[Data for analysis]

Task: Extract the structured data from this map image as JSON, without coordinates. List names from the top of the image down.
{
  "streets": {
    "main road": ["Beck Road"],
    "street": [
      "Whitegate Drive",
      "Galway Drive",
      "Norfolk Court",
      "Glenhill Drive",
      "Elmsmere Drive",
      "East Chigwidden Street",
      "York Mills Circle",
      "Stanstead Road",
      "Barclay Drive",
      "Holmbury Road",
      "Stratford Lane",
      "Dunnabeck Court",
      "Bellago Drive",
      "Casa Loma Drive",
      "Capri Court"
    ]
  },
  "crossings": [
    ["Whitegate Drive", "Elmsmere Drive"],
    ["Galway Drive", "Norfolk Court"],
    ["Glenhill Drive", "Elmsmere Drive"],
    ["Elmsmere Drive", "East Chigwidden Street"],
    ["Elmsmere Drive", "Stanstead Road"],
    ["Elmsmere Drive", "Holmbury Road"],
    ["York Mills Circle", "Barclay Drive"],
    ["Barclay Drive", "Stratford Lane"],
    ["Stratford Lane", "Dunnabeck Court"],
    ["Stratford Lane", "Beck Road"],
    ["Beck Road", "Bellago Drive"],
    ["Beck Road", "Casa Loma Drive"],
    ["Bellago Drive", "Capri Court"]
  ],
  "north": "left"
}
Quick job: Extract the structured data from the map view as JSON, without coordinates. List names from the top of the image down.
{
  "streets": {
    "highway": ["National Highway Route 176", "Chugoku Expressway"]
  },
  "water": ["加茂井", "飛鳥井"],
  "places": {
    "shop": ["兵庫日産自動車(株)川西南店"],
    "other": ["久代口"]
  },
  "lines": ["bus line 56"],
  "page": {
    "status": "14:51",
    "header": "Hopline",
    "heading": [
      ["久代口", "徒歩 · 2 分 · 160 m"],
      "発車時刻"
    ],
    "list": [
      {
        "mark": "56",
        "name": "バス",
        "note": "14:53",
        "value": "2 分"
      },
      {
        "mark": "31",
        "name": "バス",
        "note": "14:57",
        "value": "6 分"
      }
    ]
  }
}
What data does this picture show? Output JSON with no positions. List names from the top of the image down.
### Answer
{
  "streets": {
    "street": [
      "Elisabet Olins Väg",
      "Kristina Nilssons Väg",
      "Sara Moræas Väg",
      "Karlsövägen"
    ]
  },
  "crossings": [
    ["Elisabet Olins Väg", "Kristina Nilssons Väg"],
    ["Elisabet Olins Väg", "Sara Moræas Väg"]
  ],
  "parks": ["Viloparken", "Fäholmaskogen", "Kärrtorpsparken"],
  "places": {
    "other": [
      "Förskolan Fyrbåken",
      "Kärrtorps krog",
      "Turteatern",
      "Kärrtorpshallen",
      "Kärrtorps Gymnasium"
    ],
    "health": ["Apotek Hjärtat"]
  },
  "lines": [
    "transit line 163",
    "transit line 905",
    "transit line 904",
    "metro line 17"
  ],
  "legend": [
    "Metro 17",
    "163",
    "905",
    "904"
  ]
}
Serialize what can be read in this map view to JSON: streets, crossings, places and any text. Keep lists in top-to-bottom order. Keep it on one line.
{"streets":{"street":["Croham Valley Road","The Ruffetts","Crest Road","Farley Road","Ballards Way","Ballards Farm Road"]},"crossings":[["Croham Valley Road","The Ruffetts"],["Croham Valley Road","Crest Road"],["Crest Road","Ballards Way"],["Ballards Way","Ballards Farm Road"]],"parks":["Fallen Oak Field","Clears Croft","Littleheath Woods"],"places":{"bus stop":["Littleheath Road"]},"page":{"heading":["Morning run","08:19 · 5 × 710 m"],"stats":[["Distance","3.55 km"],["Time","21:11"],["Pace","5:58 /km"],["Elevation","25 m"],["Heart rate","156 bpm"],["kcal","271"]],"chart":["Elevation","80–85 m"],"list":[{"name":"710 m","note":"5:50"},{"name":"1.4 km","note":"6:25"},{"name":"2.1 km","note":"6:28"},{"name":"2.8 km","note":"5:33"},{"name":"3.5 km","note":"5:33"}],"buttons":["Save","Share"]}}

[Problem to work on]
An exact repetition of all the records above is required.

[Exercise output]
Task: Extract the structured data from this map image as JSON, without coordinates. List names from the top of the image down.
{
  "streets": {
    "main road": ["Beck Road"],
    "street": [
      "Whitegate Drive",
      "Galway Drive",
      "Norfolk Court",
      "Glenhill Drive",
      "Elmsmere Drive",
      "East Chigwidden Street",
      "York Mills Circle",
      "Stanstead Road",
      "Barclay Drive",
      "Holmbury Road",
      "Stratford Lane",
      "Dunnabeck Court",
      "Bellago Drive",
      "Casa Loma Drive",
      "Capri Court"
    ]
  },
  "crossings": [
    ["Whitegate Drive", "Elmsmere Drive"],
    ["Galway Drive", "Norfolk Court"],
    ["Glenhill Drive", "Elmsmere Drive"],
    ["Elmsmere Drive", "East Chigwidden Street"],
    ["Elmsmere Drive", "Stanstead Road"],
    ["Elmsmere Drive", "Holmbury Road"],
    ["York Mills Circle", "Barclay Drive"],
    ["Barclay Drive", "Stratford Lane"],
    ["Stratford Lane", "Dunnabeck Court"],
    ["Stratford Lane", "Beck Road"],
    ["Beck Road", "Bellago Drive"],
    ["Beck Road", "Casa Loma Drive"],
    ["Bellago Drive", "Capri Court"]
  ],
  "north": "left"
}
Quick job: Extract the structured data from the map view as JSON, without coordinates. List names from the top of the image down.
{
  "streets": {
    "highway": ["National Highway Route 176", "Chugoku Expressway"]
  },
  "water": ["加茂井", "飛鳥井"],
  "places": {
    "shop": ["兵庫日産自動車(株)川西南店"],
    "other": ["久代口"]
  },
  "lines": ["bus line 56"],
  "page": {
    "status": "14:51",
    "header": "Hopline",
    "heading": [
      ["久代口", "徒歩 · 2 分 · 160 m"],
      "発車時刻"
    ],
    "list": [
      {
        "mark": "56",
        "name": "バス",
        "note": "14:53",
        "value": "2 分"
      },
      {
        "mark": "31",
        "name": "バス",
        "note": "14:57",
        "value": "6 分"
      }
    ]
  }
}
What data does this picture show? Output JSON with no positions. List names from the top of the image down.
### Answer
{
  "streets": {
    "street": [
      "Elisabet Olins Väg",
      "Kristina Nilssons Väg",
      "Sara Moræas Väg",
      "Karlsövägen"
    ]
  },
  "crossings": [
    ["Elisabet Olins Väg", "Kristina Nilssons Väg"],
    ["Elisabet Olins Väg", "Sara Moræas Väg"]
  ],
  "parks": ["Viloparken", "Fäholmaskogen", "Kärrtorpsparken"],
  "places": {
    "other": [
      "Förskolan Fyrbåken",
      "Kärrtorps krog",
      "Turteatern",
      "Kärrtorpshallen",
      "Kärrtorps Gymnasium"
    ],
    "health": ["Apotek Hjärtat"]
  },
  "lines": [
    "transit line 163",
    "transit line 905",
    "transit line 904",
    "metro line 17"
  ],
  "legend": [
    "Metro 17",
    "163",
    "905",
    "904"
  ]
}
Serialize what can be read in this map view to JSON: streets, crossings, places and any text. Keep lists in top-to-bottom order. Keep it on one line.
{"streets":{"street":["Croham Valley Road","The Ruffetts","Crest Road","Farley Road","Ballards Way","Ballards Farm Road"]},"crossings":[["Croham Valley Road","The Ruffetts"],["Croham Valley Road","Crest Road"],["Crest Road","Ballards Way"],["Ballards Way","Ballards Farm Road"]],"parks":["Fallen Oak Field","Clears Croft","Littleheath Woods"],"places":{"bus stop":["Littleheath Road"]},"page":{"heading":["Morning run","08:19 · 5 × 710 m"],"stats":[["Distance","3.55 km"],["Time","21:11"],["Pace","5:58 /km"],["Elevation","25 m"],["Heart rate","156 bpm"],["kcal","271"]],"chart":["Elevation","80–85 m"],"list":[{"name":"710 m","note":"5:50"},{"name":"1.4 km","note":"6:25"},{"name":"2.1 km","note":"6:28"},{"name":"2.8 km","note":"5:33"},{"name":"3.5 km","note":"5:33"}],"buttons":["Save","Share"]}}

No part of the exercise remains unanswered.